**RECORDS SHOWN**

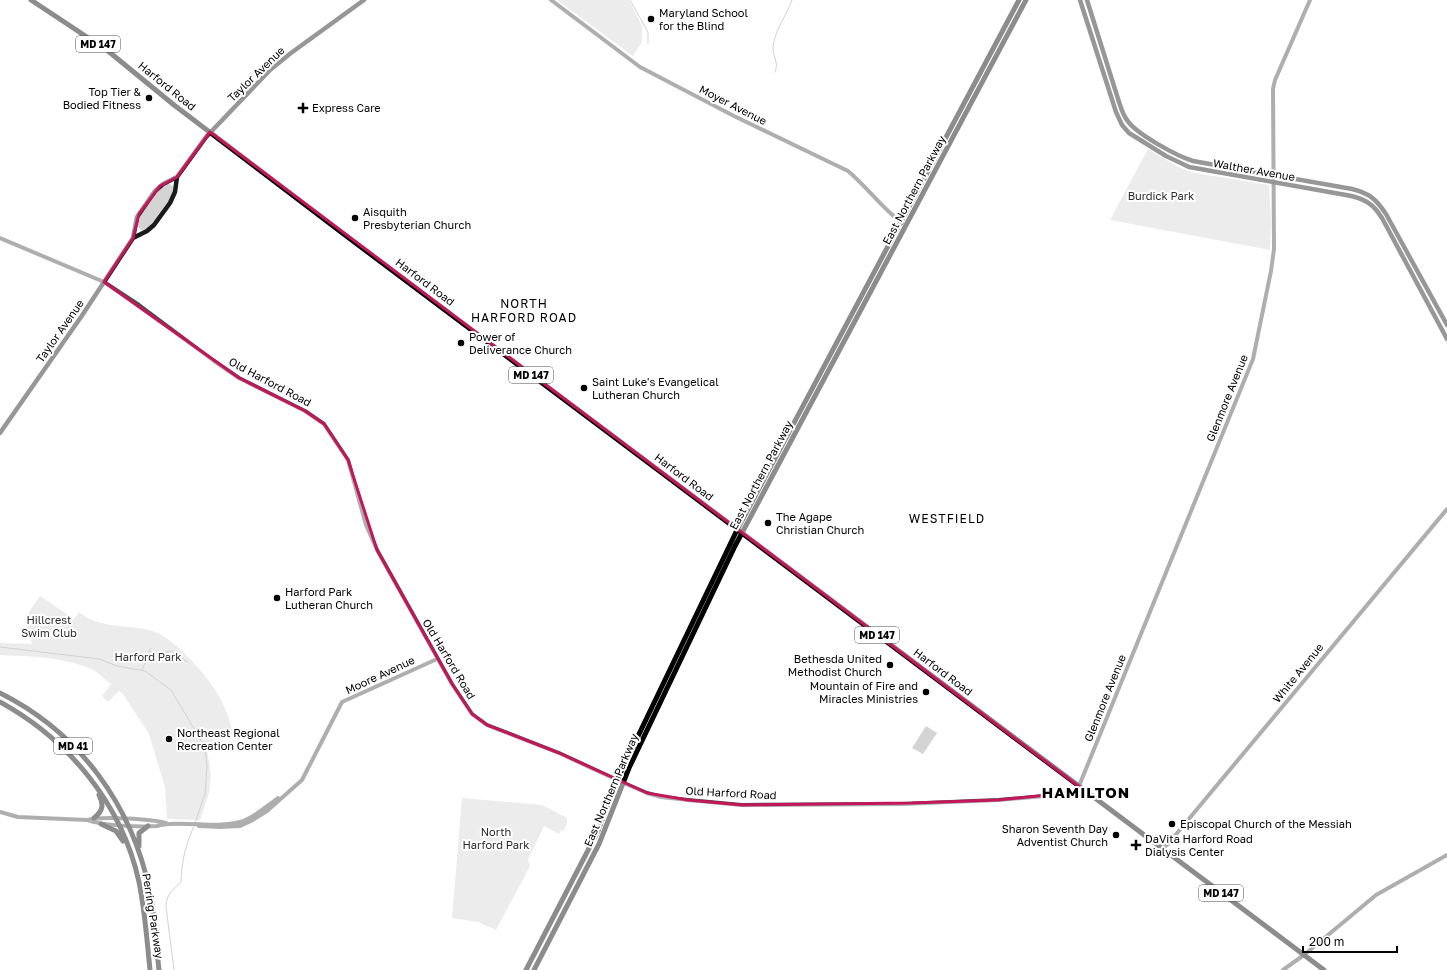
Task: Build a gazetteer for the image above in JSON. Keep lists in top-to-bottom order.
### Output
{
  "streets": {
    "main road": [
      "MD 147",
      "Taylor Avenue",
      "Harford Road",
      "Walther Avenue",
      "East Northern Parkway",
      "MD 41",
      "Perring Parkway"
    ],
    "street": [
      "Moyer Avenue",
      "Old Harford Road",
      "Glenmore Avenue",
      "White Avenue",
      "Moore Avenue"
    ]
  },
  "crossings": [
    ["Taylor Avenue", "Harford Road"],
    ["Taylor Avenue", "Old Harford Road"],
    ["Harford Road", "East Northern Parkway"],
    ["Harford Road", "Old Harford Road"],
    ["Harford Road", "Glenmore Avenue"],
    ["Harford Road", "White Avenue"],
    ["Moyer Avenue", "East Northern Parkway"],
    ["Walther Avenue", "Glenmore Avenue"],
    ["East Northern Parkway", "Old Harford Road"],
    ["Old Harford Road", "Moore Avenue"]
  ],
  "districts": ["NORTH HARFORD ROAD", "WESTFIELD", "HAMILTON"],
  "parks": [
    "Burdick Park",
    "Hillcrest Swim Club",
    "Harford Park",
    "North Harford Park"
  ],
  "places": {
    "other": [
      "Maryland School for the Blind",
      "Top Tier & Bodied Fitness",
      "Aisquith Presbyterian Church",
      "Power of Deliverance Church",
      "Saint Luke's Evangelical Lutheran Church",
      "The Agape Christian Church",
      "Harford Park Lutheran Church",
      "Bethesda United Methodist Church",
      "Mountain of Fire and Miracles Ministries",
      "Northeast Regional Recreation Center",
      "Episcopal Church of the Messiah",
      "Sharon Seventh Day Adventist Church"
    ],
    "health": ["Express Care", "DaVita Harford Road Dialysis Center"]
  },
  "scale_bar": "200 m"
}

**WHAT YOU SHOULD DO**
Among the entries above, some lines may hold the string "Moyer". State how many, and give nothing but the number.

**OUTPUT FOR THIS EXERCISE**
2